Cyclone Center Launches New Website

Satellite Image of Tropical Cyclone Alibera 1989

Tropical Cyclone Alibera December 20, 1989

With input from over 4,000 citizen scientists all over the world, CycloneCenter.org has launched a new version of its website for an even more enriching experience for users. A unique citizen-science project, CycloneCenter.org is a web-based interface that enables the public to help analyze the intensities of past tropical cyclones around the globe. Patterns in storm imagery are best recognized by the human eye, so scientists are enlisting the public. According to Dr. Carl Schreck, Research Associate at the Cooperative Institute for Climate and Satellites–North Carolina, “It would take eight years for a trained analyst to do 210,000 image classifications. Our citizen scientists did that many in just eight months!”
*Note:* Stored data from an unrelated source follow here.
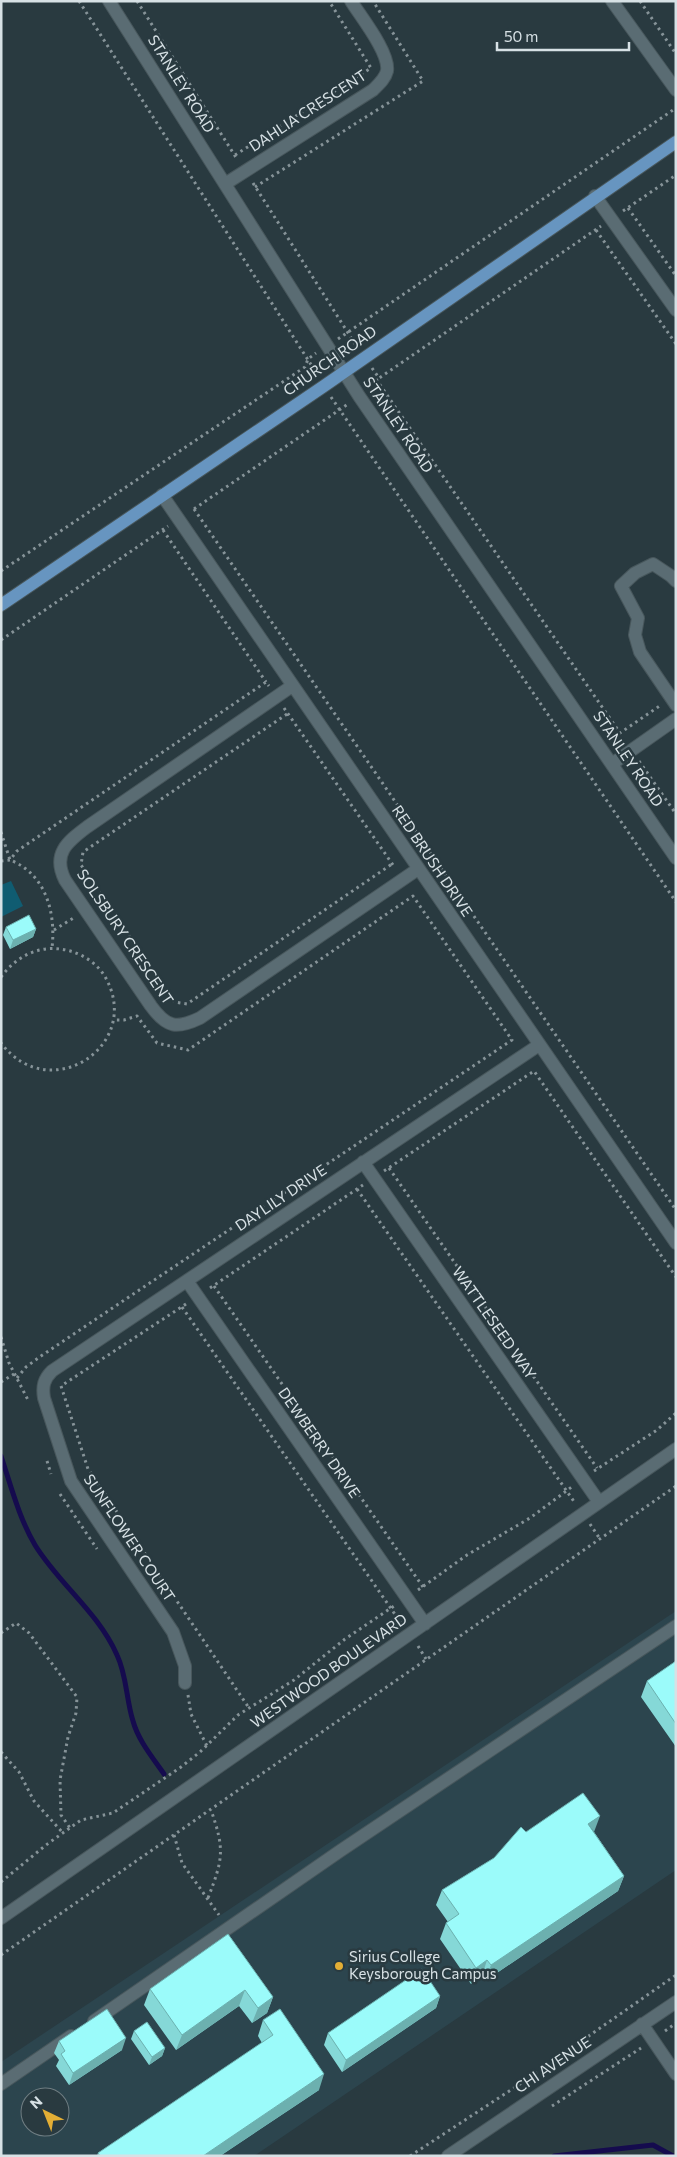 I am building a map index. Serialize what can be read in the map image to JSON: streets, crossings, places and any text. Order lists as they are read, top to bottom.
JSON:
{
  "streets": {
    "main road": ["CHURCH ROAD"],
    "street": [
      "STANLEY ROAD",
      "DAHLIA CRESCENT",
      "RED BRUSH DRIVE",
      "SOLSBURY CRESCENT",
      "DAYLILY DRIVE",
      "WATTLESEED WAY",
      "DEWBERRY DRIVE",
      "SUNFLOWER COURT",
      "WESTWOOD BOULEVARD",
      "CHI AVENUE"
    ]
  },
  "crossings": [
    ["STANLEY ROAD", "DAHLIA CRESCENT"],
    ["STANLEY ROAD", "CHURCH ROAD"],
    ["CHURCH ROAD", "RED BRUSH DRIVE"],
    ["RED BRUSH DRIVE", "SOLSBURY CRESCENT"],
    ["RED BRUSH DRIVE", "DAYLILY DRIVE"],
    ["DAYLILY DRIVE", "WATTLESEED WAY"],
    ["DAYLILY DRIVE", "DEWBERRY DRIVE"],
    ["DAYLILY DRIVE", "SUNFLOWER COURT"],
    ["WATTLESEED WAY", "WESTWOOD BOULEVARD"],
    ["DEWBERRY DRIVE", "WESTWOOD BOULEVARD"]
  ],
  "places": ["Sirius College Keysborough Campus"],
  "scale_bar": "50 m",
  "north": "top left"
}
The new website will teach volunteers more about tropical cyclones while also engaging them to do more classifications:

  • Volunteers can pick their favorite storm to classify and follow it through its entire lifecycle.
  • The new website provides more guidance to volunteers during the classification process.
  • Each week, volunteers will have a different storm from the record-breaking 2005 hurricane season, starting with Arlene, going through Katrina, Rita, Wilma and eventually Zeta.
  • Volunteers can now share their storm on Facebook and Twitter and invite their social communities to participate!

Dr. Carl Schreck added, “Every year, thousands of people are affected by hurricanes and tropical cyclones. Cyclone Center is a unique opportunity for the public to contribute to the science of these dangerous storms.”

CycloneCenter.org was developed as a partnership with NCDC, the Citizen Science Alliance, the Cooperative Institute for Climate and Satellites, and the University of North Carolina in Asheville.